EXERCISE OBJECTIVE – The lines needed are those below that contain the word "lists"; copy each one.

(Records contained in a dataset)
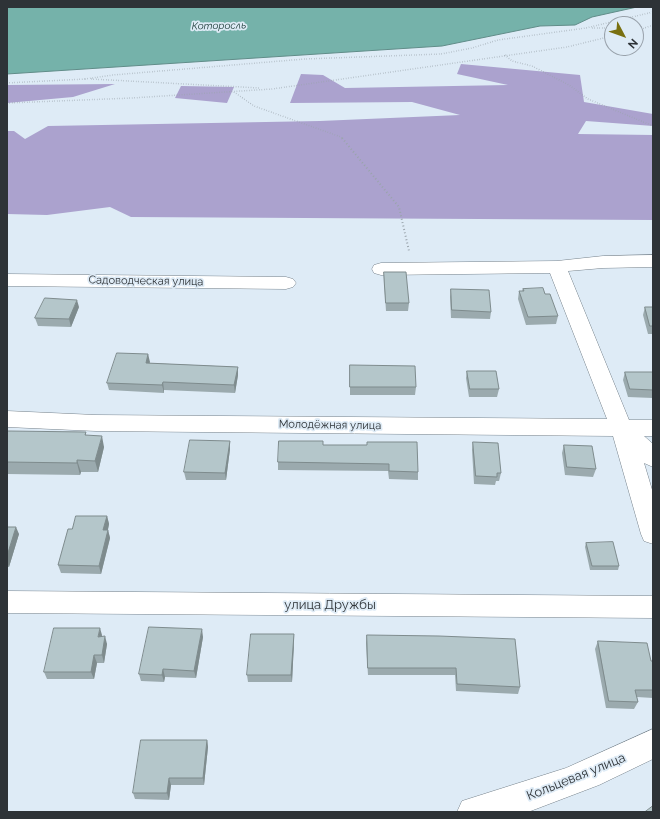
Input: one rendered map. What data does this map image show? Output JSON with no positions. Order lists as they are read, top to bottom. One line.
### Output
{"streets":{"street":["Садоводческая улица","Молодёжная улица","улица Дружбы","Кольцевая улица"]},"water":["Которосль"],"north":"bottom right"}
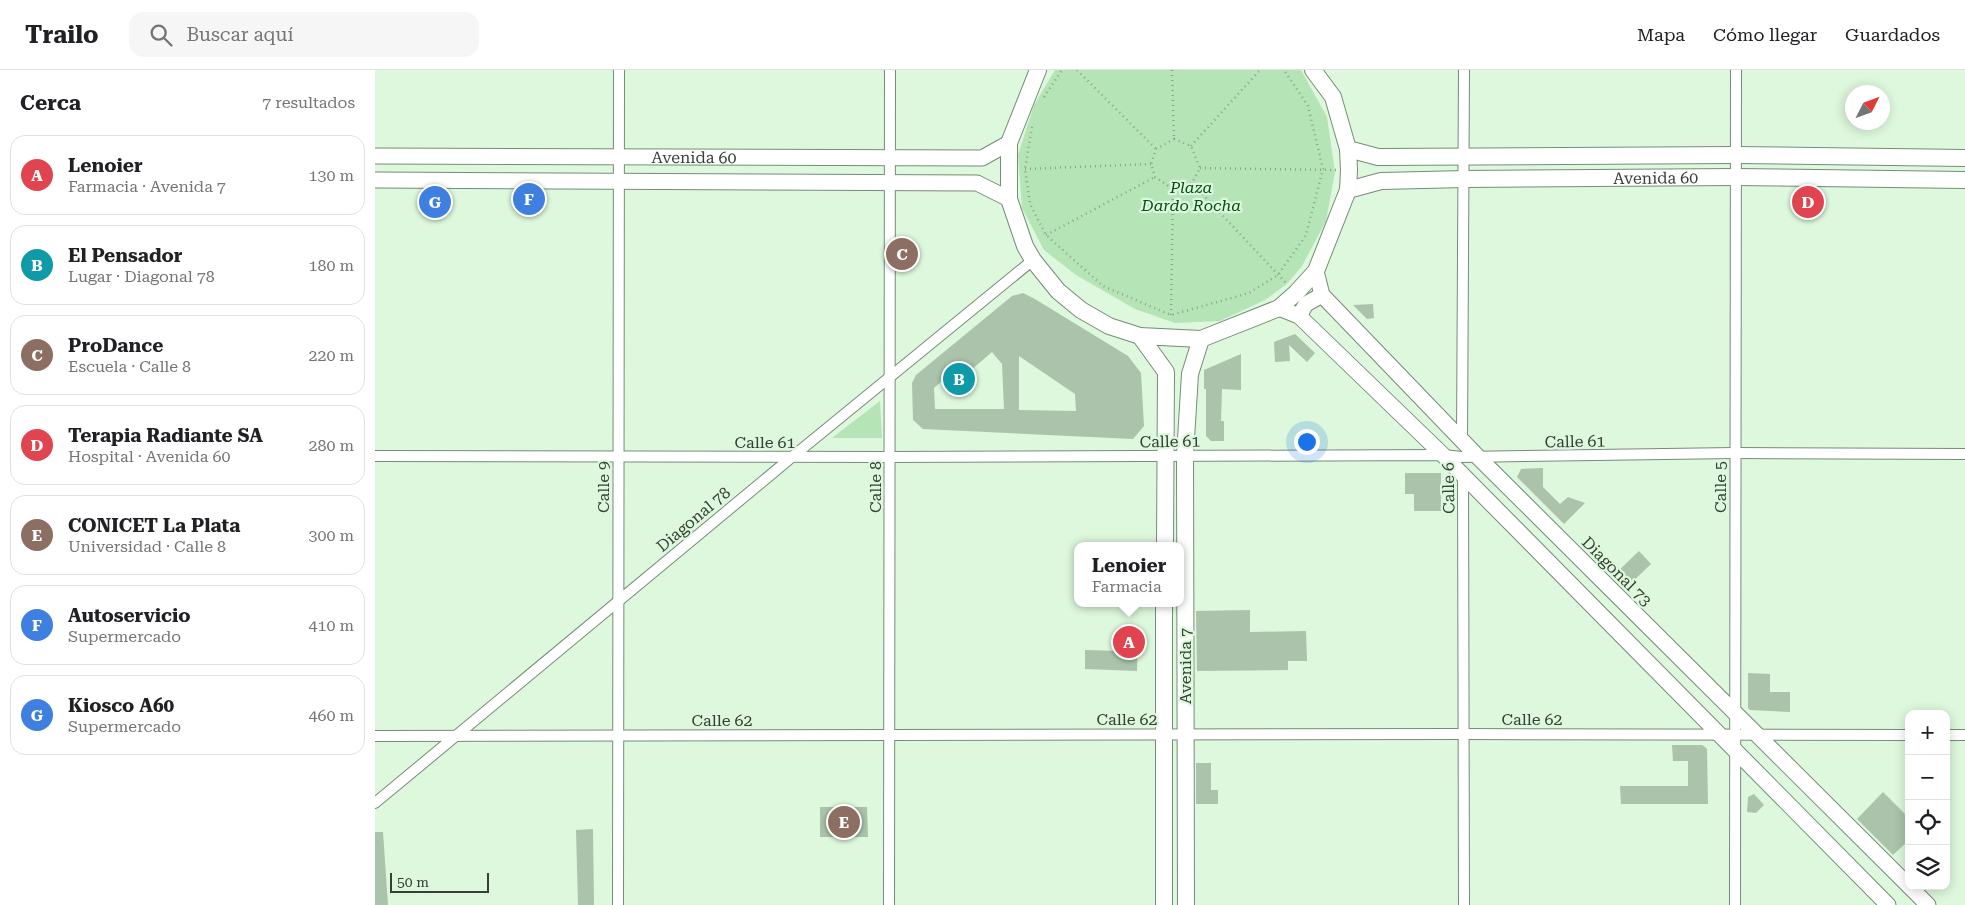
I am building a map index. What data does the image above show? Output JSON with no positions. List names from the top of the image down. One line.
{"streets":{"main road":["Avenida 60","Diagonal 73","Avenida 7"],"street":["Calle 61","Calle 9","Calle 8","Calle 5","Calle 6","Diagonal 78","Calle 62"]},"crossings":[["Avenida 60","Calle 9"],["Avenida 60","Calle 8"],["Avenida 60","Calle 5"],["Avenida 60","Calle 6"],["Calle 61","Calle 9"],["Calle 61","Calle 8"],["Calle 61","Calle 5"],["Calle 61","Calle 6"],["Calle 61","Diagonal 78"],["Calle 61","Diagonal 73"],["Calle 61","Avenida 7"],["Calle 9","Diagonal 78"],["Calle 9","Calle 62"],["Calle 8","Diagonal 78"],["Calle 8","Calle 62"],["Calle 5","Diagonal 73"],["Calle 5","Calle 62"],["Calle 6","Diagonal 73"],["Calle 6","Calle 62"],["Diagonal 78","Calle 62"],["Diagonal 73","Calle 62"],["Avenida 7","Calle 62"]],"parks":["Plaza Dardo Rocha"],"scale_bar":"50 m","north":"top right","page":{"header":"Trailo","search":"Buscar aquí","nav":["Mapa","Cómo llegar","Guardados"],"heading":["Cerca","7 resultados"],"list":[{"mark":"A","name":"Lenoier","note":"Farmacia · Avenida 7","value":"130 m"},{"mark":"B","name":"El Pensador","note":"Lugar · Diagonal 78","value":"180 m"},{"mark":"C","name":"ProDance","note":"Escuela · Calle 8","value":"220 m"},{"mark":"D","name":"Terapia Radiante SA","note":"Hospital · Avenida 60","value":"280 m"},{"mark":"E","name":"CONICET La Plata","note":"Universidad · Calle 8","value":"300 m"},{"mark":"F","name":"Autoservicio","note":"Supermercado","value":"410 m"},{"mark":"G","name":"Kiosco A60","note":"Supermercado","value":"460 m"}],"pins":["F","D","G","C","B","A","E"],"popup":["Lenoier","Farmacia"],"map_buttons":["+","−"],"scale":"50 m"}}
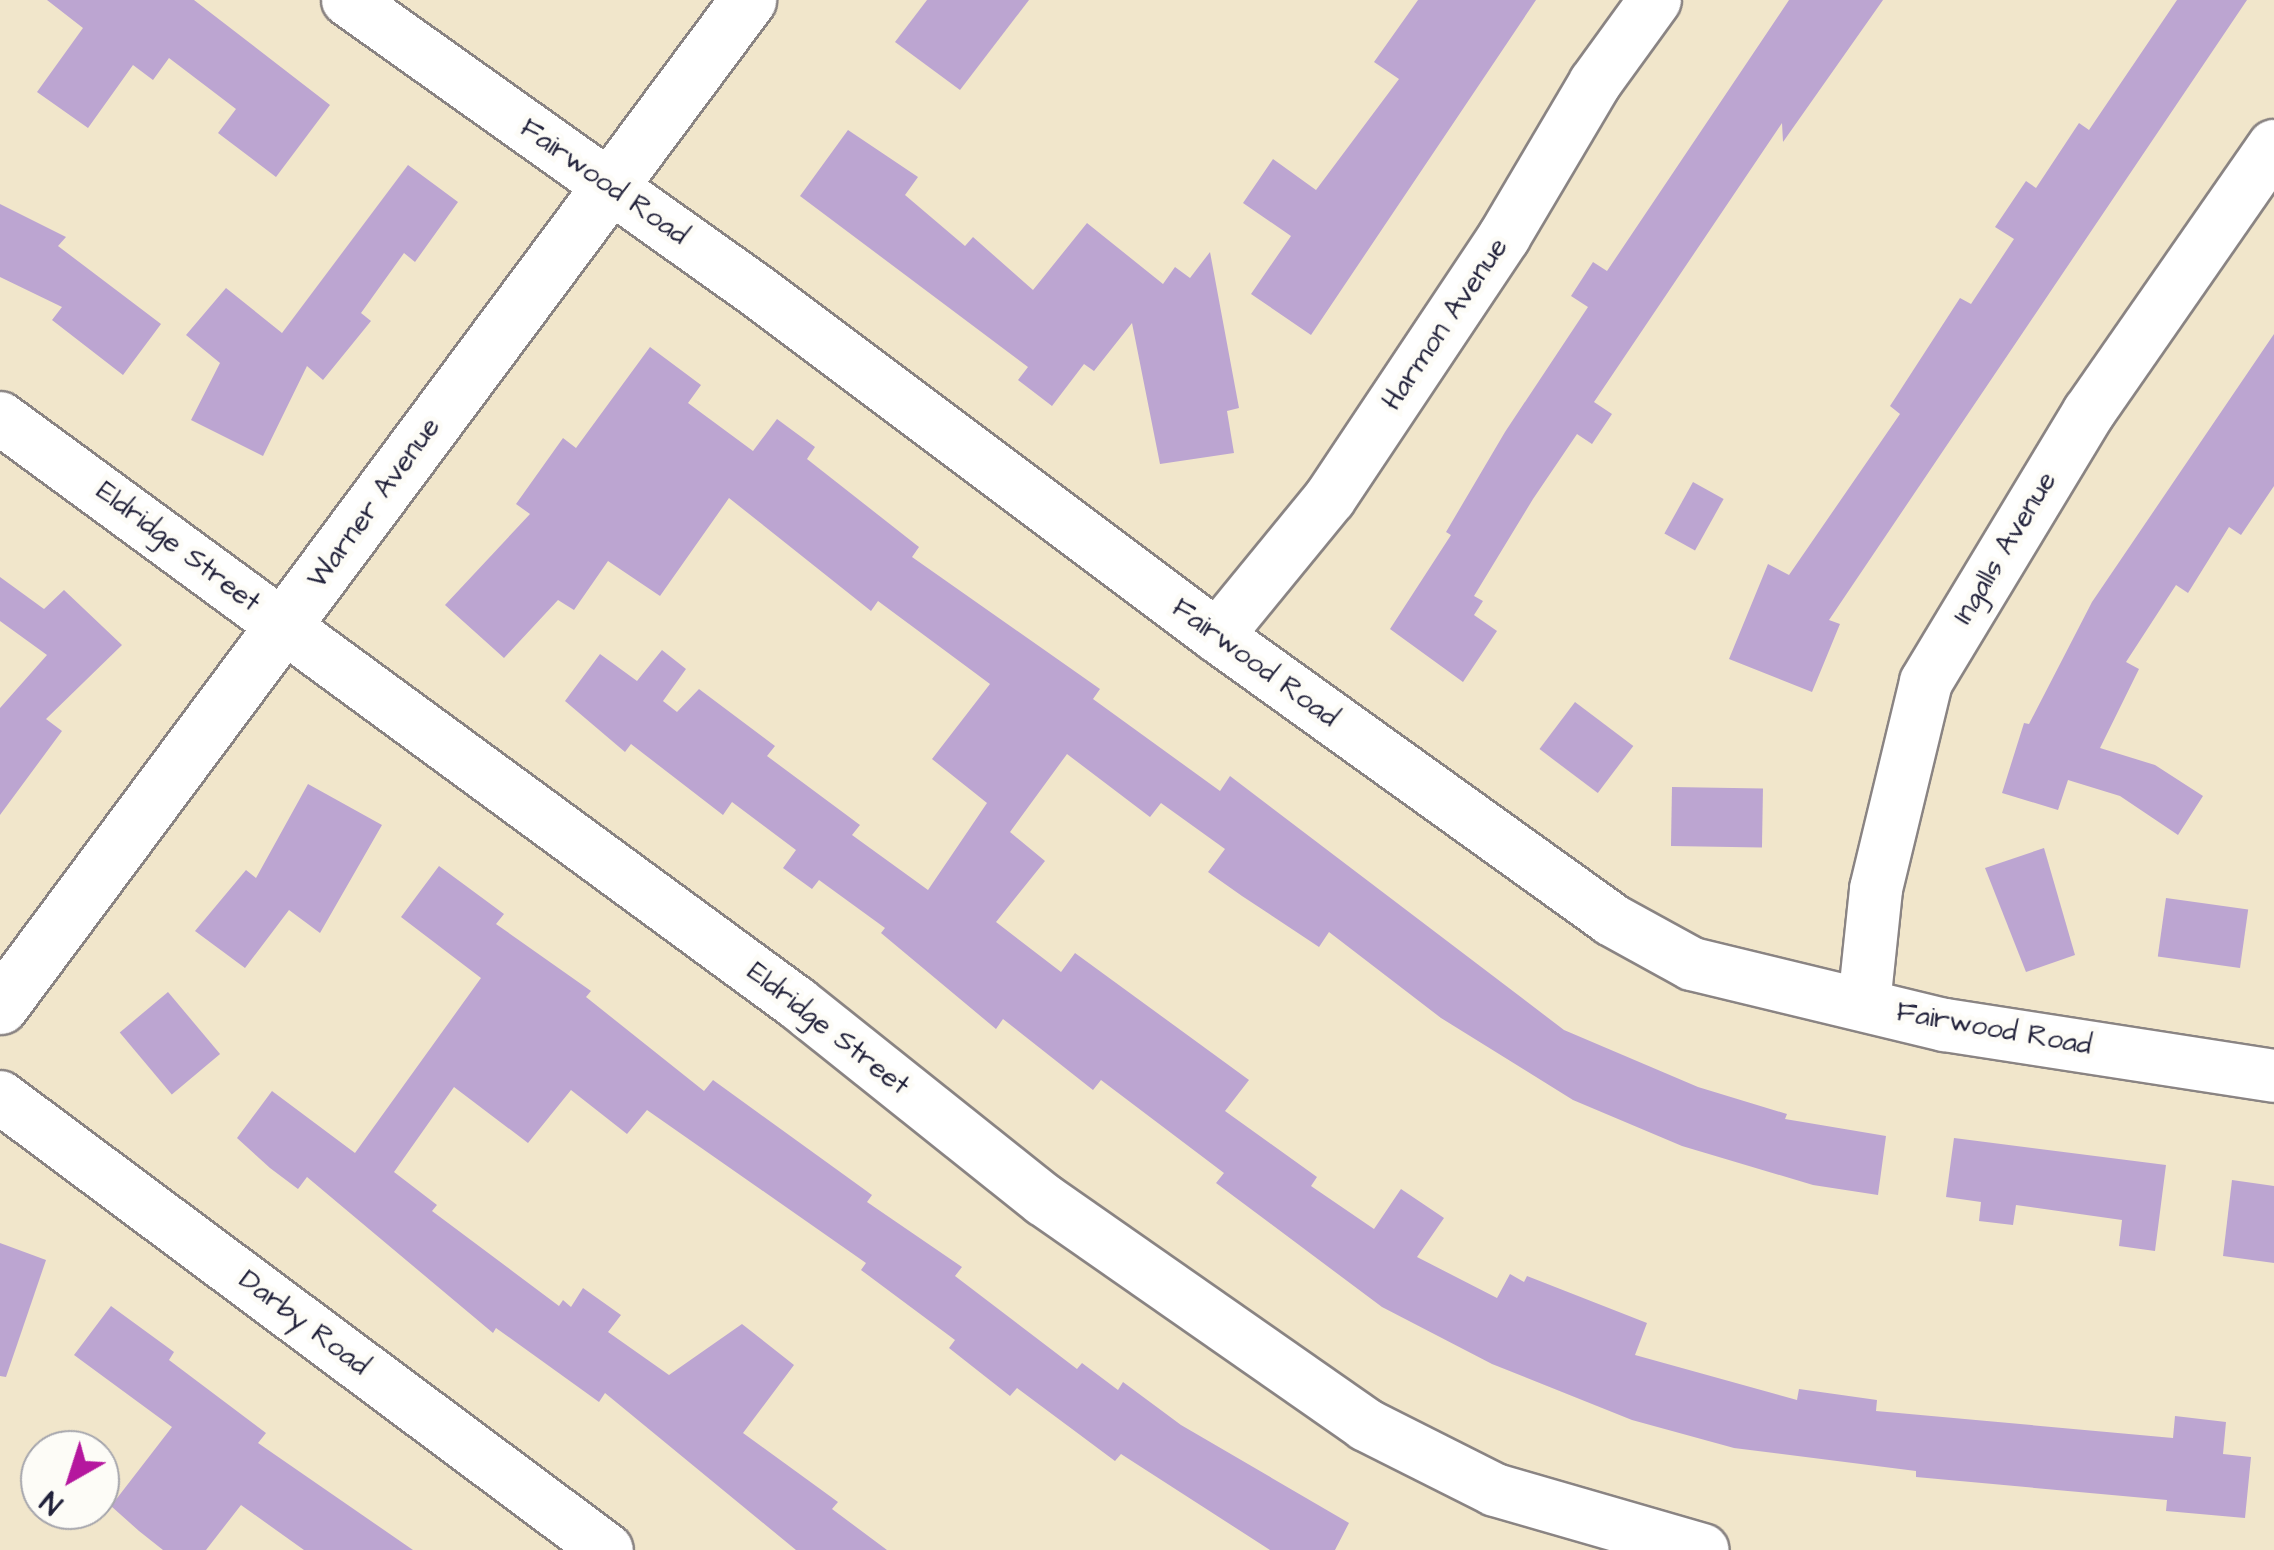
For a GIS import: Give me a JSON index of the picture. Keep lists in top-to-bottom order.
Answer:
{
  "streets": {
    "street": [
      "Fairwood Road",
      "Harmon Avenue",
      "Warner Avenue",
      "Eldridge Street",
      "Ingalls Avenue",
      "Darby Road"
    ]
  },
  "crossings": [
    ["Fairwood Road", "Harmon Avenue"],
    ["Fairwood Road", "Warner Avenue"],
    ["Fairwood Road", "Ingalls Avenue"],
    ["Warner Avenue", "Eldridge Street"]
  ],
  "north": "bottom left"
}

SOLUTION FOR THIS TASK –
Input: one rendered map. What data does this map image show? Output JSON with no positions. Order lists as they are read, top to bottom. One line.
For a GIS import: Give me a JSON index of the picture. Keep lists in top-to-bottom order.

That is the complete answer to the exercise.